*** RECORDED INFORMATION Section Begins ***
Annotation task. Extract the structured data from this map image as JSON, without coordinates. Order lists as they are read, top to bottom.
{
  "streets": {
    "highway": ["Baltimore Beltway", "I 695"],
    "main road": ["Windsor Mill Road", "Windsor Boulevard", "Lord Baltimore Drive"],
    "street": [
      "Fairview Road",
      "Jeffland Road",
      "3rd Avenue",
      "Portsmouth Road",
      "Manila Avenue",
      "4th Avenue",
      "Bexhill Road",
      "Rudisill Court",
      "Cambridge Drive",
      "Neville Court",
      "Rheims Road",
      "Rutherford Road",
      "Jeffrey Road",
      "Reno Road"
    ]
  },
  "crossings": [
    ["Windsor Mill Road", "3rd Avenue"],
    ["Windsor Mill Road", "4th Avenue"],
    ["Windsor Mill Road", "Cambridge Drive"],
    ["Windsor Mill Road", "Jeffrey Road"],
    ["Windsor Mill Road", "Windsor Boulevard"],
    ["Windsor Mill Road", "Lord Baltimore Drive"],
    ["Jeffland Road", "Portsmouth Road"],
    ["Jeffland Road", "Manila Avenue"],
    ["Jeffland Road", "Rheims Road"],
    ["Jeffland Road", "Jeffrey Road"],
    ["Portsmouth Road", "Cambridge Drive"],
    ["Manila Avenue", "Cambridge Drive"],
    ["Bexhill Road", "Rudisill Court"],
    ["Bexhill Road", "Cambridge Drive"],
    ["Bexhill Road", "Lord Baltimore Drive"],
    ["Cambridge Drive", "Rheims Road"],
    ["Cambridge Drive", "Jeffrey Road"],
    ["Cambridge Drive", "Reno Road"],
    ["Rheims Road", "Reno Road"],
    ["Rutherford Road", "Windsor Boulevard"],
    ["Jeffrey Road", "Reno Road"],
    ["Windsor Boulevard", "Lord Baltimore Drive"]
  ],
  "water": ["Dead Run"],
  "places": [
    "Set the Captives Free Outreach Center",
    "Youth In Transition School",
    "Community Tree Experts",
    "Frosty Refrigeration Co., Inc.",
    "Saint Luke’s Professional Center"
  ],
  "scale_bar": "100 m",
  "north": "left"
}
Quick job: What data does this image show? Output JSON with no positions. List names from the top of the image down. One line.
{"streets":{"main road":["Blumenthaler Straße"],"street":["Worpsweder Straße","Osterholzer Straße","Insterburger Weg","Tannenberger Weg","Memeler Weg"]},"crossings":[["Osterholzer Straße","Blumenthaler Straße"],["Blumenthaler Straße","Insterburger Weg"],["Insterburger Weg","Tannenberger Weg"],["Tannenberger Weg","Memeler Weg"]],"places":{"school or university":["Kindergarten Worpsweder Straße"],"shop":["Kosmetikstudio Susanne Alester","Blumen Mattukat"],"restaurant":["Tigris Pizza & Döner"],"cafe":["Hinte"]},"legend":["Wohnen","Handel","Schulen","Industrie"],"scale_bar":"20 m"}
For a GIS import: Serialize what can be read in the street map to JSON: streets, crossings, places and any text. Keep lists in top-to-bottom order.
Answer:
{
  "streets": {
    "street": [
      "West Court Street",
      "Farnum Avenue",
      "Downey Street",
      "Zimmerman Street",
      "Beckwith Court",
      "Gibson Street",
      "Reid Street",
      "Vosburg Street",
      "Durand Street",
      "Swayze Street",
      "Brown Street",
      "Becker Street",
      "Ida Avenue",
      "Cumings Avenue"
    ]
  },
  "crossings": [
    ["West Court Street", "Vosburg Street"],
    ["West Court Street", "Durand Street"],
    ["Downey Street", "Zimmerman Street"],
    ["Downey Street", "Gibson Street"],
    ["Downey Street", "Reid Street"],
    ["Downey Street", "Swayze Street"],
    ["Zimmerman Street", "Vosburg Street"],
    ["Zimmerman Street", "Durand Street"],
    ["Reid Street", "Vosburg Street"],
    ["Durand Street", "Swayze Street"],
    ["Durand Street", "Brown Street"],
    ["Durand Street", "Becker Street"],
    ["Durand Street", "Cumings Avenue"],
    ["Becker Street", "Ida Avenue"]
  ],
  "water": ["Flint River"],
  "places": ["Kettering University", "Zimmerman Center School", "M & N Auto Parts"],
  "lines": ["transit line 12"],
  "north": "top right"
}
*** RECORDED INFORMATION Section Ends ***
WHAT THE EXERCISE ASKS – All entries above are to be transcribed verbatim.

RESPONSE –
Annotation task. Extract the structured data from this map image as JSON, without coordinates. Order lists as they are read, top to bottom.
{
  "streets": {
    "highway": ["Baltimore Beltway", "I 695"],
    "main road": ["Windsor Mill Road", "Windsor Boulevard", "Lord Baltimore Drive"],
    "street": [
      "Fairview Road",
      "Jeffland Road",
      "3rd Avenue",
      "Portsmouth Road",
      "Manila Avenue",
      "4th Avenue",
      "Bexhill Road",
      "Rudisill Court",
      "Cambridge Drive",
      "Neville Court",
      "Rheims Road",
      "Rutherford Road",
      "Jeffrey Road",
      "Reno Road"
    ]
  },
  "crossings": [
    ["Windsor Mill Road", "3rd Avenue"],
    ["Windsor Mill Road", "4th Avenue"],
    ["Windsor Mill Road", "Cambridge Drive"],
    ["Windsor Mill Road", "Jeffrey Road"],
    ["Windsor Mill Road", "Windsor Boulevard"],
    ["Windsor Mill Road", "Lord Baltimore Drive"],
    ["Jeffland Road", "Portsmouth Road"],
    ["Jeffland Road", "Manila Avenue"],
    ["Jeffland Road", "Rheims Road"],
    ["Jeffland Road", "Jeffrey Road"],
    ["Portsmouth Road", "Cambridge Drive"],
    ["Manila Avenue", "Cambridge Drive"],
    ["Bexhill Road", "Rudisill Court"],
    ["Bexhill Road", "Cambridge Drive"],
    ["Bexhill Road", "Lord Baltimore Drive"],
    ["Cambridge Drive", "Rheims Road"],
    ["Cambridge Drive", "Jeffrey Road"],
    ["Cambridge Drive", "Reno Road"],
    ["Rheims Road", "Reno Road"],
    ["Rutherford Road", "Windsor Boulevard"],
    ["Jeffrey Road", "Reno Road"],
    ["Windsor Boulevard", "Lord Baltimore Drive"]
  ],
  "water": ["Dead Run"],
  "places": [
    "Set the Captives Free Outreach Center",
    "Youth In Transition School",
    "Community Tree Experts",
    "Frosty Refrigeration Co., Inc.",
    "Saint Luke’s Professional Center"
  ],
  "scale_bar": "100 m",
  "north": "left"
}
Quick job: What data does this image show? Output JSON with no positions. List names from the top of the image down. One line.
{"streets":{"main road":["Blumenthaler Straße"],"street":["Worpsweder Straße","Osterholzer Straße","Insterburger Weg","Tannenberger Weg","Memeler Weg"]},"crossings":[["Osterholzer Straße","Blumenthaler Straße"],["Blumenthaler Straße","Insterburger Weg"],["Insterburger Weg","Tannenberger Weg"],["Tannenberger Weg","Memeler Weg"]],"places":{"school or university":["Kindergarten Worpsweder Straße"],"shop":["Kosmetikstudio Susanne Alester","Blumen Mattukat"],"restaurant":["Tigris Pizza & Döner"],"cafe":["Hinte"]},"legend":["Wohnen","Handel","Schulen","Industrie"],"scale_bar":"20 m"}
For a GIS import: Serialize what can be read in the street map to JSON: streets, crossings, places and any text. Keep lists in top-to-bottom order.
Answer:
{
  "streets": {
    "street": [
      "West Court Street",
      "Farnum Avenue",
      "Downey Street",
      "Zimmerman Street",
      "Beckwith Court",
      "Gibson Street",
      "Reid Street",
      "Vosburg Street",
      "Durand Street",
      "Swayze Street",
      "Brown Street",
      "Becker Street",
      "Ida Avenue",
      "Cumings Avenue"
    ]
  },
  "crossings": [
    ["West Court Street", "Vosburg Street"],
    ["West Court Street", "Durand Street"],
    ["Downey Street", "Zimmerman Street"],
    ["Downey Street", "Gibson Street"],
    ["Downey Street", "Reid Street"],
    ["Downey Street", "Swayze Street"],
    ["Zimmerman Street", "Vosburg Street"],
    ["Zimmerman Street", "Durand Street"],
    ["Reid Street", "Vosburg Street"],
    ["Durand Street", "Swayze Street"],
    ["Durand Street", "Brown Street"],
    ["Durand Street", "Becker Street"],
    ["Durand Street", "Cumings Avenue"],
    ["Becker Street", "Ida Avenue"]
  ],
  "water": ["Flint River"],
  "places": ["Kettering University", "Zimmerman Center School", "M & N Auto Parts"],
  "lines": ["transit line 12"],
  "north": "top right"
}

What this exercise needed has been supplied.